El colectivo denuncia la demora en la regeneración de la ensenada y que las capturas «non dan para vivir»


Oleiros / la voz

No es la más antigua, pero casi. María José Carneiro lleva 37 años faenando en la ría de O Burgo. Y ella, como muchos otros mariscadores de a pie, nunca pensaron que un día saldría del agua con las manos vacías. «Mira, isto é unha miseria. Co que levo non saco hoxe nin 22 euros». Y, efectivamente, después del cribado, sus ganancias no superan los 20 euros. «É que xa non recordo chegar ao cupo (siete kilos de almeja fina por mariscador, otros siete de japónica y diez kilos de berberecho)», explica. Y Carmen, que está con su hija al lado clasificando las capturas, recuerda cómo era, décadas atrás, coger el raño: «¿Antes? Antes collíamos ameixas a puñados. O problema non era collelas, senón carrexalas á terra». Y Beatriz, que lleva desde los 23 en la ría, añade la puntilla: «Es que cuando sales se te cae el mundo al suelo. Porque al final venimos para ganar un duro. Lo que hay es poco y malo», dice.

Renuncias al permex

Los 57 mariscadores que a día de hoy forman parte de la agrupación de a pie están de acuerdo en que la solución sería el dragado de la ría y la apertura de los canales, un proyecto que camina demasiado lento en los despachos de la Moncloa y que, a día de hoy, está en fase de supervisión y valoración de alegaciones. «Mira, é que xa fai dez anos que veu aquela comisión cos deputados europeos visitar a ría. E aínda estamos así», explica María José. «Lo que queremos es que dejen de jugar con nosotros. Yo tengo dos hijos y tres nietos. Y gracias a que mi marido no es mariscador salimos adelante», añade Beatriz. Porque con los diez días de marea de este mes la mayoría apenas sacará para pagar el seguro obligatorio.
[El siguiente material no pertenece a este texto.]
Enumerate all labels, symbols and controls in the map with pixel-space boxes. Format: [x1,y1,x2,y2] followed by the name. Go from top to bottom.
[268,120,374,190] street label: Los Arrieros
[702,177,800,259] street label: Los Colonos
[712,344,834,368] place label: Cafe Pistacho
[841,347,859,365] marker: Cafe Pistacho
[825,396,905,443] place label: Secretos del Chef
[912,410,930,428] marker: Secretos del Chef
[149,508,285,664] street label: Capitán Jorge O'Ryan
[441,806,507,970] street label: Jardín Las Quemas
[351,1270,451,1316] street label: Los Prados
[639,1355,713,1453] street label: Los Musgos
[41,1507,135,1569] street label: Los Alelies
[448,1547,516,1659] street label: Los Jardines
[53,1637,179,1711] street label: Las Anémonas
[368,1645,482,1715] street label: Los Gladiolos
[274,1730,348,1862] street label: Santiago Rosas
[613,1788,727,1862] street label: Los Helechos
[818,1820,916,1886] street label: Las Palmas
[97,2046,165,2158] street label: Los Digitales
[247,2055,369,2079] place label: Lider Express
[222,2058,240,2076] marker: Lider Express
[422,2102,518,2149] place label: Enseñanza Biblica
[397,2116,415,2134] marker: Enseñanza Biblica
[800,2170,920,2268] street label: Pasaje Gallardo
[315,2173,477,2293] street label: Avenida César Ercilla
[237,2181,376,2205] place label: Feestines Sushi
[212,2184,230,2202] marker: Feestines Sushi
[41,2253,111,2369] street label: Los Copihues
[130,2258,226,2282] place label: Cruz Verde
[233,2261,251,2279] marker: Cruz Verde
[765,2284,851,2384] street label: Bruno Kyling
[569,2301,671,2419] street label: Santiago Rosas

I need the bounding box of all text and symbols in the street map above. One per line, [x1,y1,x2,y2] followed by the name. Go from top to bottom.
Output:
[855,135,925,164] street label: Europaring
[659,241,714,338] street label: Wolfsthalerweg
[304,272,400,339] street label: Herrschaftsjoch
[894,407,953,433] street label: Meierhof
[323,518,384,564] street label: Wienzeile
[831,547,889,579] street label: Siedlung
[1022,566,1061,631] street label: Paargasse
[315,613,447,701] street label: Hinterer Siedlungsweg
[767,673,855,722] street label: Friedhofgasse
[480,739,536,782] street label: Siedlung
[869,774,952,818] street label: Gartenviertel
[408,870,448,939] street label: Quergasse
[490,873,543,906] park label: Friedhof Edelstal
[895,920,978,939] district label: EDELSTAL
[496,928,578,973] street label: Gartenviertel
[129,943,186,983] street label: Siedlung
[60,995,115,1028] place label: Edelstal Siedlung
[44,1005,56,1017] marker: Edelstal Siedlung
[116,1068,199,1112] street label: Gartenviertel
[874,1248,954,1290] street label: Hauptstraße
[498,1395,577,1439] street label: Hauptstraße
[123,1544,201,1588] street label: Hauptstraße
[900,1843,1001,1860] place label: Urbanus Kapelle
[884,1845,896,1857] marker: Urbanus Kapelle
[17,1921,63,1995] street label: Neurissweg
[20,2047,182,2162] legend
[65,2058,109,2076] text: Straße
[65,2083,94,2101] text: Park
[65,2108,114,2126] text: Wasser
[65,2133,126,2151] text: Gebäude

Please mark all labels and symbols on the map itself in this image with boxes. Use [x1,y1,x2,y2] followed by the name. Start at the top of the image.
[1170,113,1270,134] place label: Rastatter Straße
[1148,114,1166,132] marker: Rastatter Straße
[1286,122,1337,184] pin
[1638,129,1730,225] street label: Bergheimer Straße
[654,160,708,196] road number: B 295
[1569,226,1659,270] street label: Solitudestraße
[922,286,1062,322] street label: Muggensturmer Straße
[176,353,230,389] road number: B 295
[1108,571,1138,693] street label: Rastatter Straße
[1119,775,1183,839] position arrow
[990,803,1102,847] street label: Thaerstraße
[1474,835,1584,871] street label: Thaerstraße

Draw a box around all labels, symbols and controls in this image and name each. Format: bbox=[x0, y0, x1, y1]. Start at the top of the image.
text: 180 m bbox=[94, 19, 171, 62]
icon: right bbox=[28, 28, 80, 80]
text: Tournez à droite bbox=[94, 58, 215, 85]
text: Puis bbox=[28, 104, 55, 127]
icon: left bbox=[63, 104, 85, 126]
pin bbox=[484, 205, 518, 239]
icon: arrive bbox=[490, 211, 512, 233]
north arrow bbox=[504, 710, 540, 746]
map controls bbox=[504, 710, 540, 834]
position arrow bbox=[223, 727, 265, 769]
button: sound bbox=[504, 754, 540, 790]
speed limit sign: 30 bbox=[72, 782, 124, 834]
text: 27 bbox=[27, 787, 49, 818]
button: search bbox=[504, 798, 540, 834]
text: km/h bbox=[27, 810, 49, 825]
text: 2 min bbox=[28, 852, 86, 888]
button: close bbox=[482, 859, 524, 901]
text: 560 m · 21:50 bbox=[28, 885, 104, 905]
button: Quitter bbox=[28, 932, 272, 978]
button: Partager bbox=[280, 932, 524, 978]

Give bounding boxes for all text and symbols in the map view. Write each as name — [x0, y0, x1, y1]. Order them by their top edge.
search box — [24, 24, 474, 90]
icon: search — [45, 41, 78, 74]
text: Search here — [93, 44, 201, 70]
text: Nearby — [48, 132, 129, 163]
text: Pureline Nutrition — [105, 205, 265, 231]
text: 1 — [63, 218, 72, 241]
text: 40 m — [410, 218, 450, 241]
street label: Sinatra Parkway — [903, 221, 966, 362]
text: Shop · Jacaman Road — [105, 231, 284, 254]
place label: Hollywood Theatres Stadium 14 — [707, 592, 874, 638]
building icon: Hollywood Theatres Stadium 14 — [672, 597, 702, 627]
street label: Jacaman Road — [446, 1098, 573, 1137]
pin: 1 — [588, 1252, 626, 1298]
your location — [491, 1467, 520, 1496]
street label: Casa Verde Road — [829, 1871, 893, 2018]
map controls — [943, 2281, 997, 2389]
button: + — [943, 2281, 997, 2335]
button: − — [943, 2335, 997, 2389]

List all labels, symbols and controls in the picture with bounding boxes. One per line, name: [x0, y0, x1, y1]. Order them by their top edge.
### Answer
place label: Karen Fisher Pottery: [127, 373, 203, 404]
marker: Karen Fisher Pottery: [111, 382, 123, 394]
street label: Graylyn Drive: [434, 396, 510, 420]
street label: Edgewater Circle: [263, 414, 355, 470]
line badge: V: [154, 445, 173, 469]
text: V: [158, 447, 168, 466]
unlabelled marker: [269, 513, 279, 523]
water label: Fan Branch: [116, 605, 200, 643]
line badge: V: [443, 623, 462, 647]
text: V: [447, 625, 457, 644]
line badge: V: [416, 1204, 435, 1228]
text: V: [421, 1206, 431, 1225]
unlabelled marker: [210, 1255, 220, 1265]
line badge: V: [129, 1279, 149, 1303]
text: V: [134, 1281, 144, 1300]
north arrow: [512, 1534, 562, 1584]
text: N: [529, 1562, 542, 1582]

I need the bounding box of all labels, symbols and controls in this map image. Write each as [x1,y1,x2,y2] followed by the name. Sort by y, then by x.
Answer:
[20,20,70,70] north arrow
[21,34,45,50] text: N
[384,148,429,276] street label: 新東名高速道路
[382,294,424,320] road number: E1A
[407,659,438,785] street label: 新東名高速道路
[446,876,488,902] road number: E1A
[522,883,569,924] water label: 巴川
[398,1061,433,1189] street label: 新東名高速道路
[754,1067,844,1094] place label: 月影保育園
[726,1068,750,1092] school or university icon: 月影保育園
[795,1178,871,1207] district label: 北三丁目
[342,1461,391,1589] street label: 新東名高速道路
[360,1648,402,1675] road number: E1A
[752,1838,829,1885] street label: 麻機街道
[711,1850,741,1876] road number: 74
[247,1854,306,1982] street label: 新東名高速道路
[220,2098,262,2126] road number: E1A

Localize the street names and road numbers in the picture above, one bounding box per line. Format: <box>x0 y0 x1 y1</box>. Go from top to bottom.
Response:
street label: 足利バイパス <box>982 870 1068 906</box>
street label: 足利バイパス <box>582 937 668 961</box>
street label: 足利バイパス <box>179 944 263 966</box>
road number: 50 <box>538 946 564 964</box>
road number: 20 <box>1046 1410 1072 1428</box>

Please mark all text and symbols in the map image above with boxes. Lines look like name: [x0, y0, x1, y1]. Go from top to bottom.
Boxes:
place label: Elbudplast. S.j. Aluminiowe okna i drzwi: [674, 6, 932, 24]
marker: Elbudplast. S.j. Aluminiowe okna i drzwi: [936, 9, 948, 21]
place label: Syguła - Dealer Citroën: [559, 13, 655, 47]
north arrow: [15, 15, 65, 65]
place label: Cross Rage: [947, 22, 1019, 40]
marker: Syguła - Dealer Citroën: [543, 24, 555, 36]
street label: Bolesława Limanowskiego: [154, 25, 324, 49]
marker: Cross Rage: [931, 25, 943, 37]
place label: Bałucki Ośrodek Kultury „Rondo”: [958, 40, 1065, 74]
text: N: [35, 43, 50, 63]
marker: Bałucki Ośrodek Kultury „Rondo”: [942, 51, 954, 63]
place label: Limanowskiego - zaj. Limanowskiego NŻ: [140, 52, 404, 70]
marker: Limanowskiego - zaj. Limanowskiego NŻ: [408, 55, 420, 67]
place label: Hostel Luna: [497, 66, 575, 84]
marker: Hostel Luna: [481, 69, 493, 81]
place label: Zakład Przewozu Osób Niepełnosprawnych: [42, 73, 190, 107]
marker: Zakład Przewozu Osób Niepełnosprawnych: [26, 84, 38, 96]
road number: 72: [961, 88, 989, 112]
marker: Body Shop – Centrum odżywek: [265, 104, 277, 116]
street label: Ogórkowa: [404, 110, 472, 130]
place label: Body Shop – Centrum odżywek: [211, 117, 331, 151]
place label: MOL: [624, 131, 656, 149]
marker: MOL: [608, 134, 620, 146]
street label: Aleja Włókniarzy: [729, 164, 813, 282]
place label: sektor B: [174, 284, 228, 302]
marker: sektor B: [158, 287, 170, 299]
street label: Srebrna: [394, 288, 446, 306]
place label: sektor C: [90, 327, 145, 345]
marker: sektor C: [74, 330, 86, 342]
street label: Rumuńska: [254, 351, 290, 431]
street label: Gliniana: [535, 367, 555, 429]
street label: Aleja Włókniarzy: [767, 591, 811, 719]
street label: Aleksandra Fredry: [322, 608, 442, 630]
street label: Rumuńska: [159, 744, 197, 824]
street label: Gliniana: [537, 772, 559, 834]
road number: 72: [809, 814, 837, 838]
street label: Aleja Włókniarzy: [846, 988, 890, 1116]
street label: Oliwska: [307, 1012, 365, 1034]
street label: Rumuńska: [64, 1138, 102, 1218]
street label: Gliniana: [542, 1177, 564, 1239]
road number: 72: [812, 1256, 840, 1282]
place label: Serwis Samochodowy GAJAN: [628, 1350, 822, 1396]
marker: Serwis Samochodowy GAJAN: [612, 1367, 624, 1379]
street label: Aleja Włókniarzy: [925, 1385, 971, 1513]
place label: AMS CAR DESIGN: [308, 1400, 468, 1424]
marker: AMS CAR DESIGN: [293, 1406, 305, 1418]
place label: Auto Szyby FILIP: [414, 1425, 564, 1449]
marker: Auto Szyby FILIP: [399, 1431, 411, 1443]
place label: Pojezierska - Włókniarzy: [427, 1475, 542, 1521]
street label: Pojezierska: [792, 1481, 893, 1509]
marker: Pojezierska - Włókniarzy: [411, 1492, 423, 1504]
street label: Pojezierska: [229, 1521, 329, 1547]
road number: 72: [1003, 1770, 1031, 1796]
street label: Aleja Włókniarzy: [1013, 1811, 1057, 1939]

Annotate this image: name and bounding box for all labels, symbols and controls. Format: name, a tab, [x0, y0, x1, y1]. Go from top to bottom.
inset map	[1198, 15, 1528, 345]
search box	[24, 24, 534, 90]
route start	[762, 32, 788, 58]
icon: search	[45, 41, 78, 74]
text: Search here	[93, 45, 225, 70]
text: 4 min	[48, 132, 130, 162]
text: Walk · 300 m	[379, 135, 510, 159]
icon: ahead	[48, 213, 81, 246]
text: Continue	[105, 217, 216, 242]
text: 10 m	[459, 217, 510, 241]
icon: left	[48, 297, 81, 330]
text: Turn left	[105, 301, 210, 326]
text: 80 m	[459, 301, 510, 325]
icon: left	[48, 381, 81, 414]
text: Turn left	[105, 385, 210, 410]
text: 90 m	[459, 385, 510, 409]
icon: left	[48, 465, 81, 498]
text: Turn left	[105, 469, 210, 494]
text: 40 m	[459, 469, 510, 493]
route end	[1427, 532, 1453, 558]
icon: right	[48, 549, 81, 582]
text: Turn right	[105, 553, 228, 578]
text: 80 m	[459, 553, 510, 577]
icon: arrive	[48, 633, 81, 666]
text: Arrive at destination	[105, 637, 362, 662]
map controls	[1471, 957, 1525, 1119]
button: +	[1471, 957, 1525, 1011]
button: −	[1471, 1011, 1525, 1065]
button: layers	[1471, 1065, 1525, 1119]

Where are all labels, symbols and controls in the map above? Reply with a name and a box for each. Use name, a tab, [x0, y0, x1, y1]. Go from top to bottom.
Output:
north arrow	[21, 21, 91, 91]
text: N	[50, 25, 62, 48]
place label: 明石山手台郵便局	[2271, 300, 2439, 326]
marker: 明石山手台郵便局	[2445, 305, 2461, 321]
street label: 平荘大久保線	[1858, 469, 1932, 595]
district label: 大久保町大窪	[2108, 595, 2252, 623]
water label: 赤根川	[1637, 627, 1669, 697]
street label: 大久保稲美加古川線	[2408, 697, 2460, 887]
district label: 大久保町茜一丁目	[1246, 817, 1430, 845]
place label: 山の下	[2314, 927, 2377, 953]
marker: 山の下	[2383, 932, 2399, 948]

De hecho, tal y como confirma el presidente de la agrupación de mariscadores de a pie, Andrés Pena, más de uno tuvo que renunciar al permex (el permiso que concede la Xunta para faenar) porque las ganancias ya no le permitían afrontar los pagos de la Seguridad Social, unos 200 euros al mes. Andrés dice que un mariscador con experiencia puede sacarse al mes unos 500 euros. «Y eso ya es mucho», puntualiza. E insiste en que tal y como van las gestiones para regenerar la ría de O Burgo el colectivo está condenado a desaparecer. «Ahora están contestando a las alegaciones. Con esto enredarán un año más... Después tendrán que sacar a licitación el proyecto, sacarlos a exposición pública, adjudicarlo... Vamos, que hasta el 2020 como muy pronto no entrarán las máquinas en la ría», se lamenta. Y con la incógnita de si recibirán compensaciones por la inactividad durante el tiempo de las obras y el resembrado. «Es que estaríamos sin poder trabajar casi tres años. Pero no podríamos sobrevivir sin subvenciones», añade. Ante este panorama, Andrés reconoce que el problema con los furtivos y los ladrones (intentaron entrar en el local donde guardan los aperos) es casi un mal menor.